Barragem Mphanda Nkuwa: Megaprojeto à custa das comunidades?
13 de dezembro de 2023O Governo Moçambique assinou hoje (13.12) um acordo de parceria para implementar o megaprojeto da Hidroelétrica de Mphanda Nkuwa. Com o custo de 4,6 mil milhões de euros, a barragem terá numa primeira fase capacidade de até 1.500 megawatts e será a segunda maior do país, depois de Cahora Bassa (HCB), que tem uma capacidade de 2.070 megawatts.
Mas a construção desta barragem tem sido alvo de denúncias de violações de direitos humanos e sócio-ambientais. Ativistas relatam que as comunidades não foram consultadas antes da construção da barragem. Os ambientalistas alertam também para o risco do deslocamento de comunidades inteiras, a destruição dos meios de subsistência de quem vive nos arredores do projeto e graves impactos ambientais nas espécies do rio Zambeze.
Ameaças
Além disso, alguns membros das comunidades locais afetadas pela construção da barragem relatam ameaças, intimidações e detenções arbitrárias de opositores ao projeto. Estariam a ser intimidados para não saírem das comunidades sem "autorização do governo" para participarem em reuniões que alertam sobre os seus direitos e os impactos da hidroelétrica.
A ONG Justiça Ambiental divulgou hoje, através de um vídeo no YouTube, algumas dessas denúncias. Um morador da província de Tete, distrito de Marara, conta no vídeo que foi a Maputo para participar numa reunião, mas quando voltou para casa, recebeu "uma notificação do comando policial do distrito de Marara".
"Foi estranho, porque temos o direito de ir a qualquer reunião", relatou.
Encontros em Maputo
Segundo a Justiça Ambiental, que acompanha há anos as diferentes fases do projeto, as comunidades locais começaram a sofrer intimidações em 2022 por participarem nos encontros promovidos pela organização ambiental, na zona da hidroelétrica e em Maputo.

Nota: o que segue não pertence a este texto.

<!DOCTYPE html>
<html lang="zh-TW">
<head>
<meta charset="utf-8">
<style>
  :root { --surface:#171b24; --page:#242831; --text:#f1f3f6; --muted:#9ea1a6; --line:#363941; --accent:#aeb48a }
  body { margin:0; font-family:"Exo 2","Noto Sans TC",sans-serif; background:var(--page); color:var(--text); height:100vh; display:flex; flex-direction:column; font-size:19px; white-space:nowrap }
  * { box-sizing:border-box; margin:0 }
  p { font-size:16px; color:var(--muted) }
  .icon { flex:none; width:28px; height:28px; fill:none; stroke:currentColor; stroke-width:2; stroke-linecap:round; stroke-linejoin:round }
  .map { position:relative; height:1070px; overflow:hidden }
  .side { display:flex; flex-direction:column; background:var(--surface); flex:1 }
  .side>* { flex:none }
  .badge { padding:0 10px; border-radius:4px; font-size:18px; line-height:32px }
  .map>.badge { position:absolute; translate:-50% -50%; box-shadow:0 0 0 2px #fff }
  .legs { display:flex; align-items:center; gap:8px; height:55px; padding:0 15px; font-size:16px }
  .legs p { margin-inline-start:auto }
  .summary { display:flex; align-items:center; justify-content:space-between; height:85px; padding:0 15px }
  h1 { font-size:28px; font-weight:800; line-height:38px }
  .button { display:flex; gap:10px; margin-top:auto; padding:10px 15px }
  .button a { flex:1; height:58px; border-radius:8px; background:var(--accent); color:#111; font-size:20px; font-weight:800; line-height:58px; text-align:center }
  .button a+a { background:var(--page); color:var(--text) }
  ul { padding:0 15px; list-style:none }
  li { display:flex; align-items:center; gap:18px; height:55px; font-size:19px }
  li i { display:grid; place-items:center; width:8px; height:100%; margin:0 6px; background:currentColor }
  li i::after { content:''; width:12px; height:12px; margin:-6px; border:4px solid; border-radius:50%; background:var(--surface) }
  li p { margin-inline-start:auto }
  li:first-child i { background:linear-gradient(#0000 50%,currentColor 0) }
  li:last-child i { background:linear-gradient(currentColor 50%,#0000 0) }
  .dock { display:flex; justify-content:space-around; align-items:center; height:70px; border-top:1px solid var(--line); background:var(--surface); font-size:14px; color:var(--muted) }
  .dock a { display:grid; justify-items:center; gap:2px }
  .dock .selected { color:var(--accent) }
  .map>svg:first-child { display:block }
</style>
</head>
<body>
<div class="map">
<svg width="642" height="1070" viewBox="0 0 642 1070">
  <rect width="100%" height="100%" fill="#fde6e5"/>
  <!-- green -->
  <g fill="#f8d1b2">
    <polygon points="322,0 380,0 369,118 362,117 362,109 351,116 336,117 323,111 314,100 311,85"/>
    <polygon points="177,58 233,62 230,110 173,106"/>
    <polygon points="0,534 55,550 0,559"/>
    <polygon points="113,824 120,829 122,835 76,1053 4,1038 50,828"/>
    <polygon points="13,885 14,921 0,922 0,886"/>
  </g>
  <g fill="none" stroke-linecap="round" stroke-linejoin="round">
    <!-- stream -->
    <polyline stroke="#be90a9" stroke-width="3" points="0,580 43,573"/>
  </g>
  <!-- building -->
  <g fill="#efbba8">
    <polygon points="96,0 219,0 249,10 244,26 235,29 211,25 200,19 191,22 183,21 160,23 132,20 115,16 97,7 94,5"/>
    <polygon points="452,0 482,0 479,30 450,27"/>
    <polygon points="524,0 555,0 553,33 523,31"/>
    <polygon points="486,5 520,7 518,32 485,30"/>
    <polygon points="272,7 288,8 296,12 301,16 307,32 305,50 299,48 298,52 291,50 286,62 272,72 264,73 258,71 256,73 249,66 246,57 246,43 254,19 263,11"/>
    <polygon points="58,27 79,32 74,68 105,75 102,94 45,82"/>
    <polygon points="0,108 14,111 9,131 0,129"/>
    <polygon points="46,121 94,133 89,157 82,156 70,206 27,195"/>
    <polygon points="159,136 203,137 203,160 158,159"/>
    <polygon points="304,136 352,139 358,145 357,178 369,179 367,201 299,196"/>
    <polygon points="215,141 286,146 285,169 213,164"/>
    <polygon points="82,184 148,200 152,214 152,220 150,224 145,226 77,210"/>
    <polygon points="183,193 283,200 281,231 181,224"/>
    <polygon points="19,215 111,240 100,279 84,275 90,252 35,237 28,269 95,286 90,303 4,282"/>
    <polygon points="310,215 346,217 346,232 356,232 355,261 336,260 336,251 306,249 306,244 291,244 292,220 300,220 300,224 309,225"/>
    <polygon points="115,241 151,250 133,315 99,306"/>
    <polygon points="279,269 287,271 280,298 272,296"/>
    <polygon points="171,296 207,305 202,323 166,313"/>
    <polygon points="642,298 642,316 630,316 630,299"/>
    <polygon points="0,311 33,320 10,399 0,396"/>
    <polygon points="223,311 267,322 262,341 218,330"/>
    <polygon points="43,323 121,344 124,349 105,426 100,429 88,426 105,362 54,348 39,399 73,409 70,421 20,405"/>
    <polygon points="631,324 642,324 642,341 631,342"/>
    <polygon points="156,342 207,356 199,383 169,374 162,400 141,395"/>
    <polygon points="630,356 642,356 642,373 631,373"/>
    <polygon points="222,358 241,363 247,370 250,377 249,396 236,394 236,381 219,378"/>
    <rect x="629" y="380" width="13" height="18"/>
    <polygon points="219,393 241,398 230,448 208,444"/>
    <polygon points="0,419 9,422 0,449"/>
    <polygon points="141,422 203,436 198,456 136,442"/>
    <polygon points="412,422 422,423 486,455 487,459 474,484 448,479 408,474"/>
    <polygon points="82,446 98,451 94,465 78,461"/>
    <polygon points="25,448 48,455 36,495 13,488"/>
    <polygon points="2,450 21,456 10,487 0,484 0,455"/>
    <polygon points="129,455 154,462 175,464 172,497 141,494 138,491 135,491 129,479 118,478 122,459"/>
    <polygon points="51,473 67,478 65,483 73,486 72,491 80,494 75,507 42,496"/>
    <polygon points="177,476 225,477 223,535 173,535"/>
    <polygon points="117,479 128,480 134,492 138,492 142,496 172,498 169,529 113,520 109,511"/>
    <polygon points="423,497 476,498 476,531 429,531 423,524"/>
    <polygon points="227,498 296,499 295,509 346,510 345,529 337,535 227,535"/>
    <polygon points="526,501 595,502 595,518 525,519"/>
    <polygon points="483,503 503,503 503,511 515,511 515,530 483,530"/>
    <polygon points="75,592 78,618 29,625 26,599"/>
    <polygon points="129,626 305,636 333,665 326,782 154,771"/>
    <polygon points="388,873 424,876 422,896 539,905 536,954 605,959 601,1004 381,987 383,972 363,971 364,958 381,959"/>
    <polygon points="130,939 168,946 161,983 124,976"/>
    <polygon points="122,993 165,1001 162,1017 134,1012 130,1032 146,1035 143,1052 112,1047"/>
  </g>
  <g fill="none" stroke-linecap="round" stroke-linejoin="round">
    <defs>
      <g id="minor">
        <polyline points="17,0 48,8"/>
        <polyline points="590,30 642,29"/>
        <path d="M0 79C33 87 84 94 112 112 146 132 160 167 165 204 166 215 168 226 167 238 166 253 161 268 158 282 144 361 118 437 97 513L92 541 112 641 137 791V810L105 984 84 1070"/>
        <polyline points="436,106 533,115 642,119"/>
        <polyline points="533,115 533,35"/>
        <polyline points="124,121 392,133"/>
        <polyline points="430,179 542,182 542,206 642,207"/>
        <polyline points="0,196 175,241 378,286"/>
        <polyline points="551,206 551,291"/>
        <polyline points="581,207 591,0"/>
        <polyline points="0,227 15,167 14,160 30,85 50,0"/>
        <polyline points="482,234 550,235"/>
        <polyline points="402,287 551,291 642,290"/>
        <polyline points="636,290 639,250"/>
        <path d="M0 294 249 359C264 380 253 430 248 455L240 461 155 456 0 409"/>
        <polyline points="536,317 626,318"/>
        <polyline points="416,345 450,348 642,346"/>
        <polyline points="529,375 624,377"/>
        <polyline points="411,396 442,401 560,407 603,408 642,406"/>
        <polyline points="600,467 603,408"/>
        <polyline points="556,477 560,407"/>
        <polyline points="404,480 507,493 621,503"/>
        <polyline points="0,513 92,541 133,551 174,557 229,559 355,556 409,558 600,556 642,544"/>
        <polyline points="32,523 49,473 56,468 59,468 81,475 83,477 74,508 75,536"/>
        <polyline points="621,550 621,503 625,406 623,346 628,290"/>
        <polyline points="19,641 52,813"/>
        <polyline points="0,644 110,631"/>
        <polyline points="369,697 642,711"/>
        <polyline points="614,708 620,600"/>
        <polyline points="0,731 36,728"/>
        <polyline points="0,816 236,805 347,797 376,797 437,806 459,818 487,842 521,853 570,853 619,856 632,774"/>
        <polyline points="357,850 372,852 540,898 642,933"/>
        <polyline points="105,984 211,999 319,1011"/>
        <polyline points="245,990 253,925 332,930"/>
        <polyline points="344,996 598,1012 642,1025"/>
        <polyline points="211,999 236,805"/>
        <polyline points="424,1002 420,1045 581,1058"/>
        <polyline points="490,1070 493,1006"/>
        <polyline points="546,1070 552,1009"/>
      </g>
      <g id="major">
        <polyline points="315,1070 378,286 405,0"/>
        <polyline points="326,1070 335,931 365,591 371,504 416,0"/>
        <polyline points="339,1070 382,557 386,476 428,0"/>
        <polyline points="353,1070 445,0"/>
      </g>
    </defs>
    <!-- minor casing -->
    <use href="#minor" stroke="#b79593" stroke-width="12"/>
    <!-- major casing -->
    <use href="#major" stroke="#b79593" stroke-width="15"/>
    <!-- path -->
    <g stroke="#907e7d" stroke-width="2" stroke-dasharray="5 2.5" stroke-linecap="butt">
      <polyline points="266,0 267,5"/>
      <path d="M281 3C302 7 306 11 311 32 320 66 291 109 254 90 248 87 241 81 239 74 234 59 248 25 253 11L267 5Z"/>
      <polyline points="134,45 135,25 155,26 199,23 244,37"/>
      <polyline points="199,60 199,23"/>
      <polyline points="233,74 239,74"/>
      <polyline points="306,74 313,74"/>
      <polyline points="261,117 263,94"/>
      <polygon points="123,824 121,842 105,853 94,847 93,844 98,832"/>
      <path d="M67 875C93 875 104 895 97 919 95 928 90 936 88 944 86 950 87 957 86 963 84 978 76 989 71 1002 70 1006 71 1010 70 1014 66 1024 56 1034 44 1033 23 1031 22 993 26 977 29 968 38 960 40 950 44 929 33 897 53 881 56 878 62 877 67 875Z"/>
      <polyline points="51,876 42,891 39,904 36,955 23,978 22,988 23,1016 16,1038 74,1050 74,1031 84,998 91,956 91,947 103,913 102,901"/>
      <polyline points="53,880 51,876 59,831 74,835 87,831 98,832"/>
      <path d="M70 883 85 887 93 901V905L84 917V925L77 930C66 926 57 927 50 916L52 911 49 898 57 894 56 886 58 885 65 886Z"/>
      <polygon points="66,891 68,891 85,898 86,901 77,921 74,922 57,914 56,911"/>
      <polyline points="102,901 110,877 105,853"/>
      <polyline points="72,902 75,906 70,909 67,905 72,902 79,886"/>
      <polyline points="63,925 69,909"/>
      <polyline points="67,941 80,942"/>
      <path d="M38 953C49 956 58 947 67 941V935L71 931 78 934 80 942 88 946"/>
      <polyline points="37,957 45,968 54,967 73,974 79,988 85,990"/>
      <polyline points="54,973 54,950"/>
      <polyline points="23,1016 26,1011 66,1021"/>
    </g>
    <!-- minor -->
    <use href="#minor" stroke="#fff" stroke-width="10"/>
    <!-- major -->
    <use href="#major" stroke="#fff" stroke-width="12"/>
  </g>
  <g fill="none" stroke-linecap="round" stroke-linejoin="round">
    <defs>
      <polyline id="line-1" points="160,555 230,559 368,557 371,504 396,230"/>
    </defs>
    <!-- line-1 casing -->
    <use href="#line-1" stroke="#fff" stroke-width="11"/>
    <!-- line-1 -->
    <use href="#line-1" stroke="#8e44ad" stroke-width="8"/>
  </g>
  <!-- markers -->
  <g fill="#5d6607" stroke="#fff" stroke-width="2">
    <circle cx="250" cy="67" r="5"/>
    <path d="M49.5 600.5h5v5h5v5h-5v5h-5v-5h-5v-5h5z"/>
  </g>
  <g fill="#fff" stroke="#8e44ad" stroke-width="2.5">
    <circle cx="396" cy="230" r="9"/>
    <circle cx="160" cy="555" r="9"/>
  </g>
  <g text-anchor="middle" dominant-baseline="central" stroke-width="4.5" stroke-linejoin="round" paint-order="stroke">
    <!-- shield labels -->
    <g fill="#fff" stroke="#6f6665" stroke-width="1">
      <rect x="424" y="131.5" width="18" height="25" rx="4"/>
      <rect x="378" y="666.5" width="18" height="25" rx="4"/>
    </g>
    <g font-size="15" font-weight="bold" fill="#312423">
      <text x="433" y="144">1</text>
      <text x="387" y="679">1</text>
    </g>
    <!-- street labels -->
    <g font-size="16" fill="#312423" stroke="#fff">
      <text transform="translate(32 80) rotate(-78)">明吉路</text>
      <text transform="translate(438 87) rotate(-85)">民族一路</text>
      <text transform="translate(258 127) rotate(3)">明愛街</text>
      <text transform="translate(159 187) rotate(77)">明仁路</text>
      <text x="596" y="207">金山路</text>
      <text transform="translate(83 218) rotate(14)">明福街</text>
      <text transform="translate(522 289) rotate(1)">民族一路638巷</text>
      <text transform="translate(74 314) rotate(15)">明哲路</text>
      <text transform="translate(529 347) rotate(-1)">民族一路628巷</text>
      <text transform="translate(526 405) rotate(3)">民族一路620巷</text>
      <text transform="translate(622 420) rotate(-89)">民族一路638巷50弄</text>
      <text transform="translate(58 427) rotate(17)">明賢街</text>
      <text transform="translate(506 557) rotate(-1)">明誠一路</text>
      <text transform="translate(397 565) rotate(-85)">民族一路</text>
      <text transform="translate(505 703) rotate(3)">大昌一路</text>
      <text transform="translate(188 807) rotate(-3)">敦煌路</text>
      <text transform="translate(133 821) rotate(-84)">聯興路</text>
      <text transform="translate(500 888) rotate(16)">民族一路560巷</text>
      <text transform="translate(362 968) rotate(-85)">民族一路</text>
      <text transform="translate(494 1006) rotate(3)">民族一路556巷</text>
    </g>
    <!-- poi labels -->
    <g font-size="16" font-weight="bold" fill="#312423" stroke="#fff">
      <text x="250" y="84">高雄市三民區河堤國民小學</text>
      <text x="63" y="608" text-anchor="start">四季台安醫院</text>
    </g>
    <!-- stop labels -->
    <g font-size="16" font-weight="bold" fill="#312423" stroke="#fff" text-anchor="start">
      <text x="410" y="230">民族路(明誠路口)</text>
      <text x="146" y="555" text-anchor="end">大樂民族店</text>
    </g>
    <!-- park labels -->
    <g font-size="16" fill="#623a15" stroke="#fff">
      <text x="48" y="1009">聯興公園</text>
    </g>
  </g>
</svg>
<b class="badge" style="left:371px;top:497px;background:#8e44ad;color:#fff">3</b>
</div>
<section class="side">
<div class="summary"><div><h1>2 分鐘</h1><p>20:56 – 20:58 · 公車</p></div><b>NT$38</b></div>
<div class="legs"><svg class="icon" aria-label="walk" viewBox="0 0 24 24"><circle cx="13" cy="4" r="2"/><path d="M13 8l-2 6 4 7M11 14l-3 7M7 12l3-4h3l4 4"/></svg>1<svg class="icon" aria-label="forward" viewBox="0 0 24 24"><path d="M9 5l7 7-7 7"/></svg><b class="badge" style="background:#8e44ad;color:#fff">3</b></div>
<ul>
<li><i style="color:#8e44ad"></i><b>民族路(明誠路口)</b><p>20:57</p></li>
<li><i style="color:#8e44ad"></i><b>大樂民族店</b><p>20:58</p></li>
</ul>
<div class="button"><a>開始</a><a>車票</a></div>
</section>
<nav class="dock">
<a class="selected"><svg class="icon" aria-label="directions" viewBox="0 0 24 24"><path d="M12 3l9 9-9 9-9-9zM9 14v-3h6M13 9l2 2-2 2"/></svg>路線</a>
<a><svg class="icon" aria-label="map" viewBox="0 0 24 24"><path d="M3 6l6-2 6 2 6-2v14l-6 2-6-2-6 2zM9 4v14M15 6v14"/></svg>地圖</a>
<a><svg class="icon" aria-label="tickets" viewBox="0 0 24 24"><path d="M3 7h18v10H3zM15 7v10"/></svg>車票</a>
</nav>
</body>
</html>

A equipa da ONG também relata que foi intimidada para não fornecer informações aos residentes sobre os impactos das barragens. Érica Mendes, a coordenadora da área de impunidade corporativa e direitos humanos da Justiça Ambiental, diz que "líderes locais têm reportado que receberam orientações do governo – a que chamam 'ordens superiores' – para não permitir que a Justiça Ambiental se reúna na área".
"E nós fizemos já uma série de denúncias e queixas – na procuradoria distrital, da província e nacional, e ao nível de promotor de justiça, mas não tivemos resposta formal sobre o assunto", explicou.
"Nunca tive conhecimento"
A DW contactou o administrador local de Marara, na região de Tete. Cláudio Hoda disse "nunca ter tido conhecimento" de que moradores estivessem a ser intimidados e garantiu que o megaprojeto "é bom" para a comunidade.
"É mentira o que está acontecer. Se alguma comunidade sofreu alguma intimidação por parte do governo, quem é este governo que intimidou? Nós, como governo, não confirmamos esta intimidação. A população não registou, em nenhum canto, esta intimidação", afirmou.
Entretanto, segundo o mesmo vídeo divulgado hoje no YouTube pela Justiça Ambiental, até mesmo uma música, cantada em Nyungwe, e produzida por uma moradora da província de Tete, que expressa as suas preocupações com a construção da barragem, terá sido proibida.
A música, que foi tema de grande discussão no distrito, diz que os moradores locais não querem sair das suas comunidades por causa do megaprojeto. Além disso, a autora diz que algumas pessoas estão a ser acusados de serem membros do maior partido da oposição no país, a Resistência Nacional Moçambicana (RENAMO).